Detailed Description
The subject matter described herein will now be discussed with reference to several exemplary embodiments. These examples are discussed only for the purpose of enabling those skilled in the art to better understand the subject matter described herein and are not intended to limit the scope of the subject matter in any way.
The term "comprising" and its variants are to be regarded as open-ended terms, which means "including but not limited to". The term "or" should be considered "and/or" unless the context clearly dictates otherwise. The term "based on" shall be considered to be "based at least in part on". The terms "one embodiment" and "an embodiment" should be considered "at least one embodiment". The term "another embodiment" shall be taken to be "at least one other embodiment". Unless specified or limited otherwise, the terms "mounted," "connected," "supported," and "coupled" and variations thereof are used broadly and encompass both direct and indirect mountings, connections, supports, and couplings. Further, "connected" and "coupled" are not restricted to physical or mechanical connections or couplings. In the following description, like reference numerals and labels are used to describe the same, similar or corresponding parts in the several views of fig. 1-5. Other explicit and implicit definitions are included below.
The antenna is used to receive radio waves and such signals carrying visual and/or audible information are then processed by the device in order to be played. FM broadcasting has been widely used for decades and it communicates audio signals over radio waves having a frequency band ranging from 65 to 108MHz in most parts of the world. DTV broadcasting operates in a manner similar to FM broadcasting, but with a frequency band falling within a range from about 400 to 800 MHz. FM and DTV broadcasts are a flat solution for mobile devices because the user does not need to pay for the data stream charges charged by the operator. However, the quality of the received broadcast signal depends on several factors, such as location (distance from the receiver to the transmitter), orientation, and other antenna characteristics. In many cases, the signal strength received by the device is not satisfactory and the quality of the resulting reproduced FM or DTV content is compromised.
A phased array is an array of antennas in which the relative phases of the respective signals input to the antennas are set in such a way that the effective radiation pattern of the array is emphasized in the desired direction and suppressed in the undesired direction. With antennas utilizing phased arrays, the strength of the received signal can be intentionally adjusted by the antenna. As a result, the performance of broadcast reception can be improved in principle.
For mobile phones it is possible to arrange a module within the phone for receiving broadcast signals via the headset. The headset has a wire connected to the transducer at one end and to a plug at the other end. The wire may include a plurality of wires encased within an insulating tube. For example, the wires include a first wire for carrying a left channel signal, a second wire for carrying a right channel signal, a third wire for carrying a microphone channel signal, and a fourth wire as a reference ground. The wire acts as an antenna and directs the broadcast signal into the module in response to the plug being connected to the headset hole on the mobile phone.

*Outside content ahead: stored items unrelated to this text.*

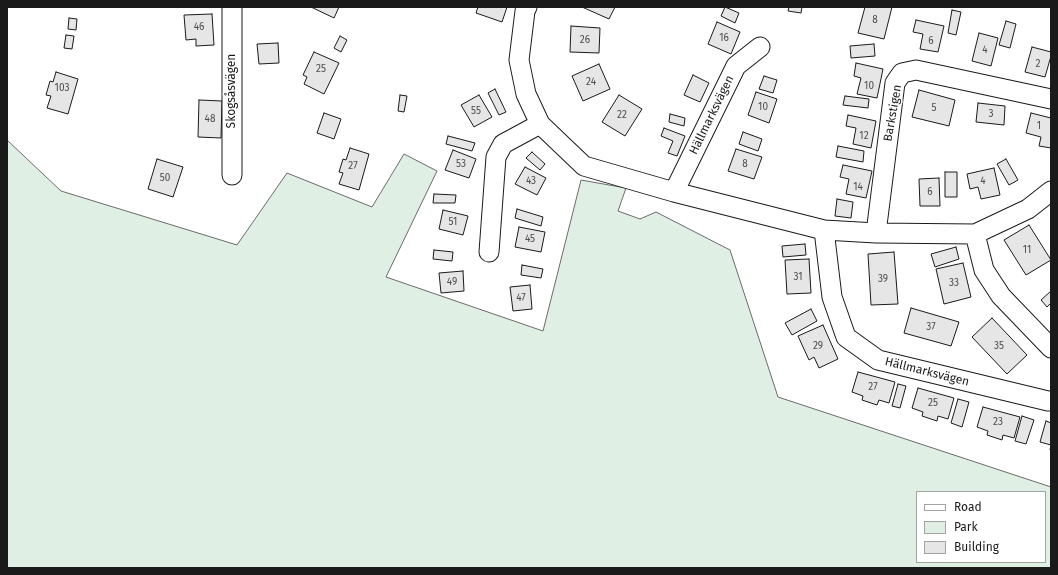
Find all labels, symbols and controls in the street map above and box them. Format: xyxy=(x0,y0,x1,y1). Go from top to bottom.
house number: 8 xyxy=(872,14,878,26)
house number: 46 xyxy=(194,21,204,33)
house number: 16 xyxy=(719,32,729,44)
house number: 26 xyxy=(580,34,590,46)
house number: 6 xyxy=(928,35,934,47)
house number: 4 xyxy=(982,44,988,56)
street label: Skogsåsvägen xyxy=(225,54,239,128)
house number: 2 xyxy=(1036,58,1040,70)
house number: 25 xyxy=(316,63,326,75)
street label: Hällmarksvägen xyxy=(687,73,737,157)
house number: 24 xyxy=(586,76,596,88)
house number: 10 xyxy=(864,80,874,92)
house number: 103 xyxy=(55,82,69,94)
street label: Barkstigen xyxy=(881,83,905,143)
house number: 10 xyxy=(758,101,768,113)
house number: 5 xyxy=(931,102,937,114)
house number: 55 xyxy=(471,105,481,117)
house number: 3 xyxy=(989,108,993,120)
house number: 22 xyxy=(617,109,627,121)
house number: 48 xyxy=(205,113,215,125)
house number: 1 xyxy=(1037,120,1041,132)
house number: 12 xyxy=(859,130,869,142)
house number: 53 xyxy=(456,158,466,170)
house number: 8 xyxy=(742,158,748,170)
house number: 27 xyxy=(348,160,358,172)
house number: 50 xyxy=(160,172,170,184)
house number: 43 xyxy=(526,175,536,187)
house number: 4 xyxy=(980,175,986,187)
house number: 14 xyxy=(853,181,863,193)
house number: 6 xyxy=(927,186,933,198)
house number: 51 xyxy=(449,216,457,228)
house number: 45 xyxy=(525,233,535,245)
house number: 11 xyxy=(1023,244,1031,256)
house number: 31 xyxy=(793,271,803,283)
house number: 39 xyxy=(878,273,888,285)
house number: 49 xyxy=(447,276,457,288)
house number: 33 xyxy=(949,277,959,289)
house number: 47 xyxy=(516,292,526,304)
house number: 37 xyxy=(926,321,936,333)
house number: 29 xyxy=(813,340,823,352)
house number: 35 xyxy=(994,340,1004,352)
street label: Hällmarksvägen xyxy=(883,355,971,389)
house number: 27 xyxy=(868,381,878,393)
house number: 25 xyxy=(928,397,938,409)
house number: 23 xyxy=(993,416,1003,428)
legend xyxy=(916,491,1046,563)
text: Road xyxy=(954,500,982,514)
text: Park xyxy=(954,520,978,534)
text: Building xyxy=(954,540,999,554)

If the headset is used as an antenna for a mobile device, the strength of the signal is typically weak, especially for DTV signals. Existing devices do not provide an effective solution to this weakness.
Fig. 1 illustrates a schematic diagram of an apparatus 100 for receiving a broadcast according to an embodiment of the subject matter described herein. The device 100 is described for illustrative purposes only and is not intended to limit the scope of the subject matter described herein in any way. Different embodiments having different structures may achieve the objects and concepts of the subject matter described herein.

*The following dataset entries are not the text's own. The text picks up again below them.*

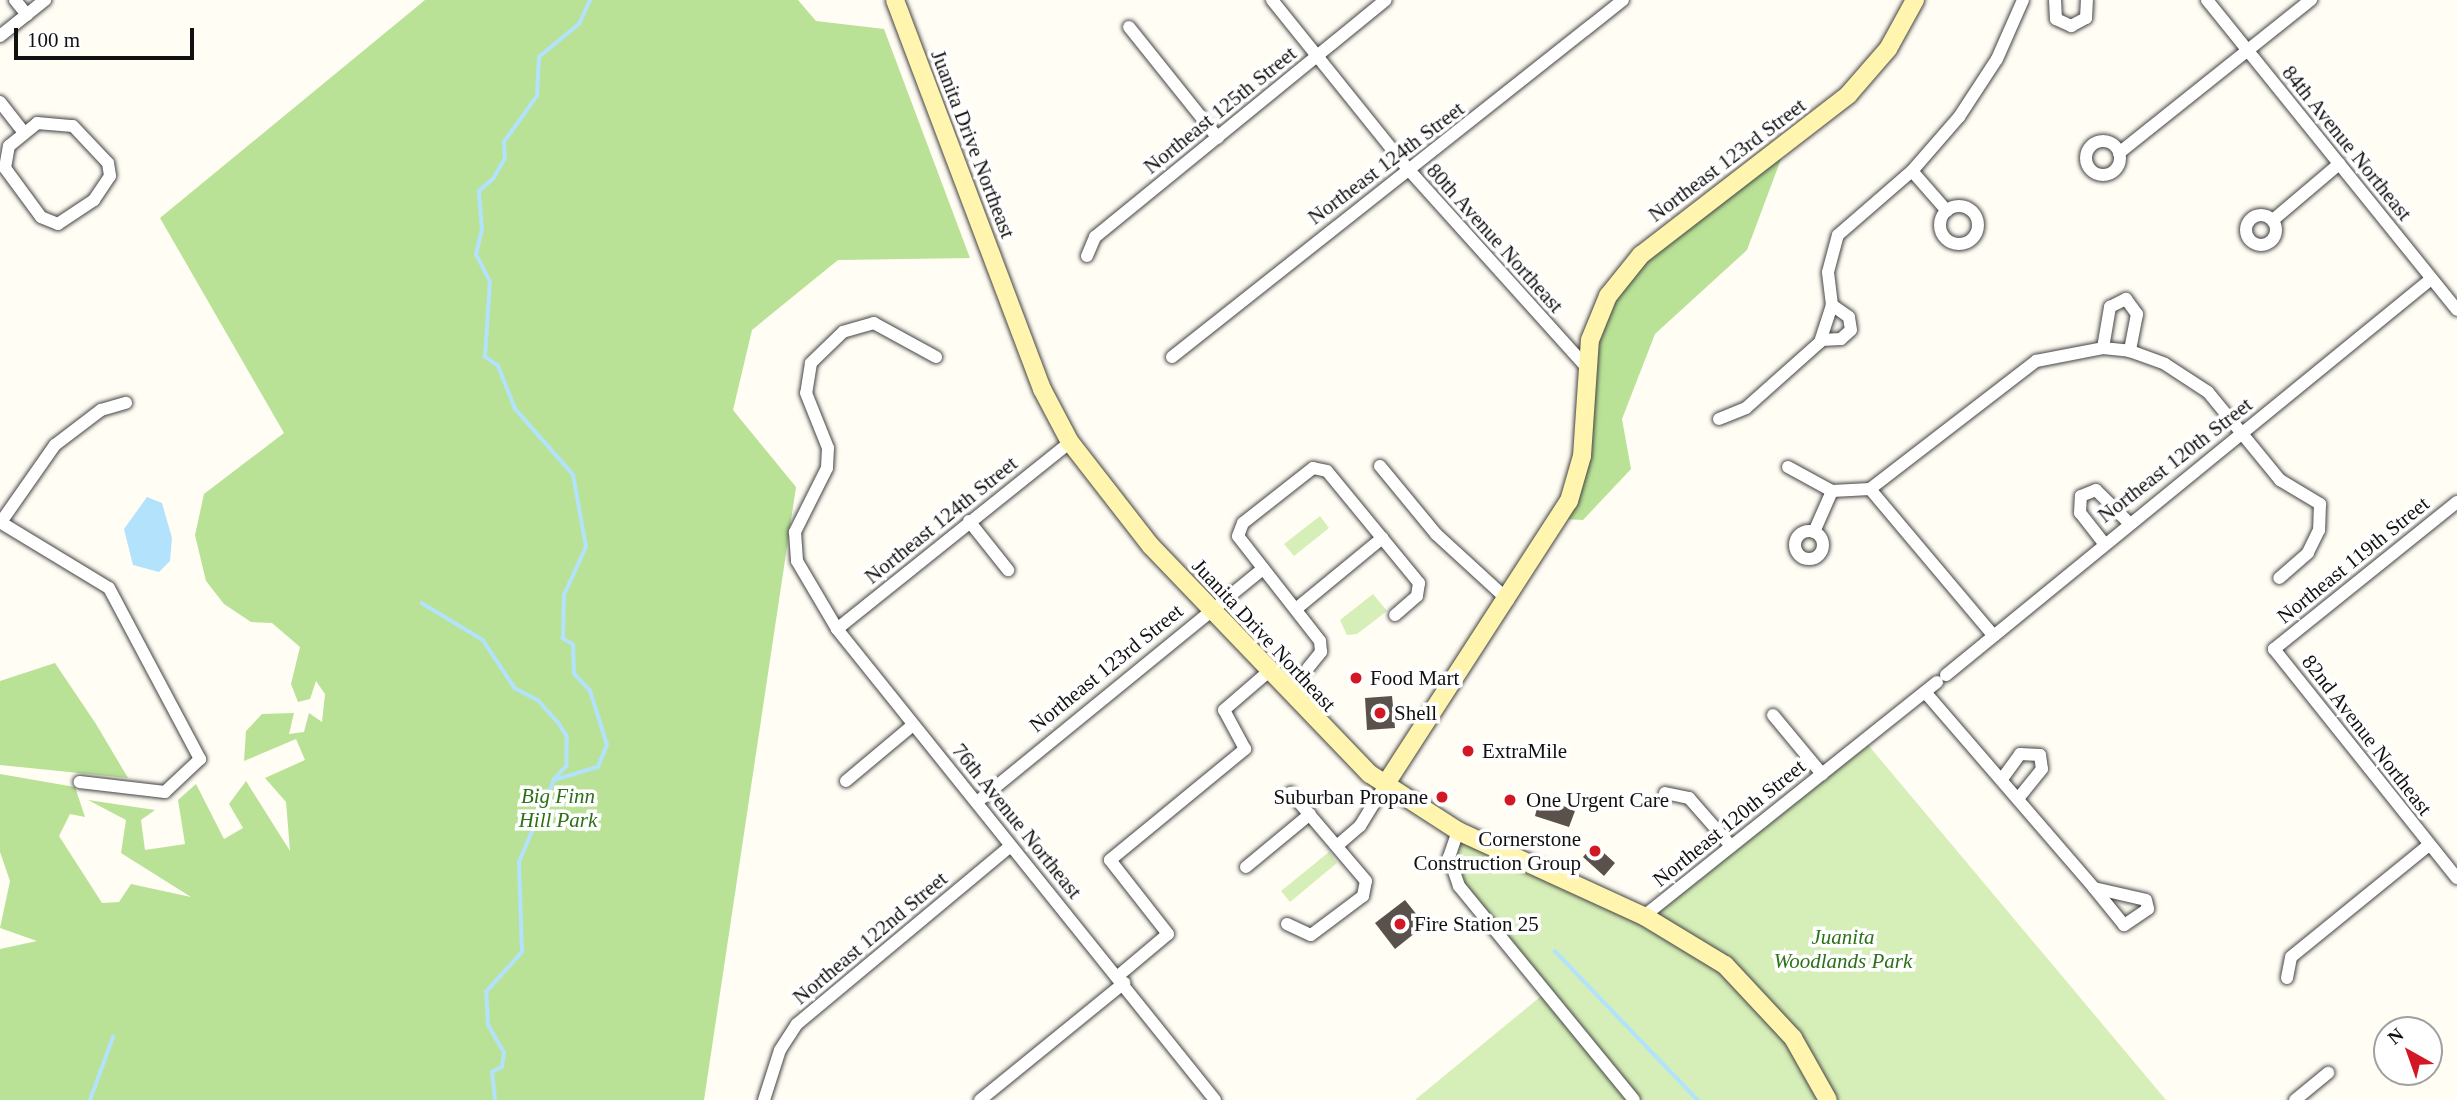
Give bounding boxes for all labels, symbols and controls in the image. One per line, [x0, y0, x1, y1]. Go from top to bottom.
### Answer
scale bar [18, 14, 198, 58]
text: 100 m [27, 28, 80, 52]
street label: Northeast 125th Street [1139, 41, 1301, 179]
street label: Juanita Drive Northeast [926, 46, 1020, 242]
street label: 84th Avenue Northeast [2276, 60, 2418, 226]
street label: Northeast 123rd Street [1643, 93, 1811, 227]
street label: Northeast 124th Street [1303, 96, 1469, 230]
street label: 80th Avenue Northeast [1421, 158, 1569, 318]
street label: Northeast 120th Street [2093, 392, 2257, 528]
street label: Northeast 124th Street [860, 451, 1022, 589]
street label: Northeast 119th Street [2272, 491, 2434, 629]
street label: Juanita Drive Northeast [1187, 553, 1341, 717]
street label: Northeast 123rd Street [1024, 598, 1188, 738]
street label: 82nd Avenue Northeast [2296, 649, 2438, 821]
place label: Food Mart [1370, 665, 1459, 691]
marker: Food Mart [1348, 670, 1364, 686]
place label: Shell [1394, 700, 1437, 726]
marker: Shell [1372, 705, 1388, 721]
street label: 76th Avenue Northeast [946, 738, 1088, 904]
place label: ExtraMile [1482, 738, 1567, 764]
marker: ExtraMile [1460, 743, 1476, 759]
street label: Northeast 120th Street [1648, 754, 1810, 892]
park label: Big Finn Hill Park [519, 783, 597, 833]
place label: Suburban Propane [1273, 784, 1428, 810]
place label: One Urgent Care [1526, 787, 1669, 813]
marker: Suburban Propane [1434, 789, 1450, 805]
marker: One Urgent Care [1500, 790, 1520, 810]
place label: Cornerstone Construction Group [1414, 826, 1581, 876]
marker: Cornerstone Construction Group [1587, 843, 1603, 859]
street label: Northeast 122nd Street [788, 866, 952, 1010]
place label: Fire Station 25 [1414, 911, 1539, 937]
marker: Fire Station 25 [1392, 916, 1408, 932]
park label: Juanita Woodlands Park [1774, 924, 1912, 974]
north arrow [2373, 1016, 2443, 1086]
text: N [2383, 1024, 2407, 1049]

As shown, the device 100 includes a plurality of antennas 110 for receiving broadcast signals. As shown, the phase tuning unit 130 is coupled in series with one of the antennas 110. However, more than one phase tuning unit 110 is also possible. In one embodiment, each antenna 110 includes a phase tuning unit 130. A signal evaluation unit 120 is provided to evaluate the quality of the received broadcast signal. Example metrics for quality include, but are not limited to, SNR. I.e. a higher SNR value means a better quality and vice versa. Alternatively, or additionally, the spectrum of the signal may be used as a measure of signal quality. In the following discussion, SNR will be described as an example, and thus in decibels (dB) will be used to indicate how much improvement is.
In the case shown in fig. 1, three antennas 110 are provided. Thus, there are multiple possible antenna combinations (single or multiple). For example, only one of the antennas 110 may be used (enabled), allowing three combining possibilities. When some of the antennas 110 are used or enabled, the remaining antennas 110 are disabled, meaning the remaining antennas 110 are disconnected. Two of the antennas 110 may be used (enabled), thus allowing three other possibilities for combination. Finally, all of the antennas 110 are used, which adds an additional possibility. In summary, if all three antennas are used (enabled) in the device 100, there are seven possible combinations. Similarly, if four antennas are used, there are 15 combinations of possibilities (4+6+4+ 1).
The quality of the received signal changes for each possibility. Because different combinations of antennas 110 change the directivity or orientation of the overall antenna, the quality will vary greatly between different combinations. In other words, sometimes only one antenna 110 is sufficient to achieve the best SNR, and sometimes all antennas 110 can bring the best SNR.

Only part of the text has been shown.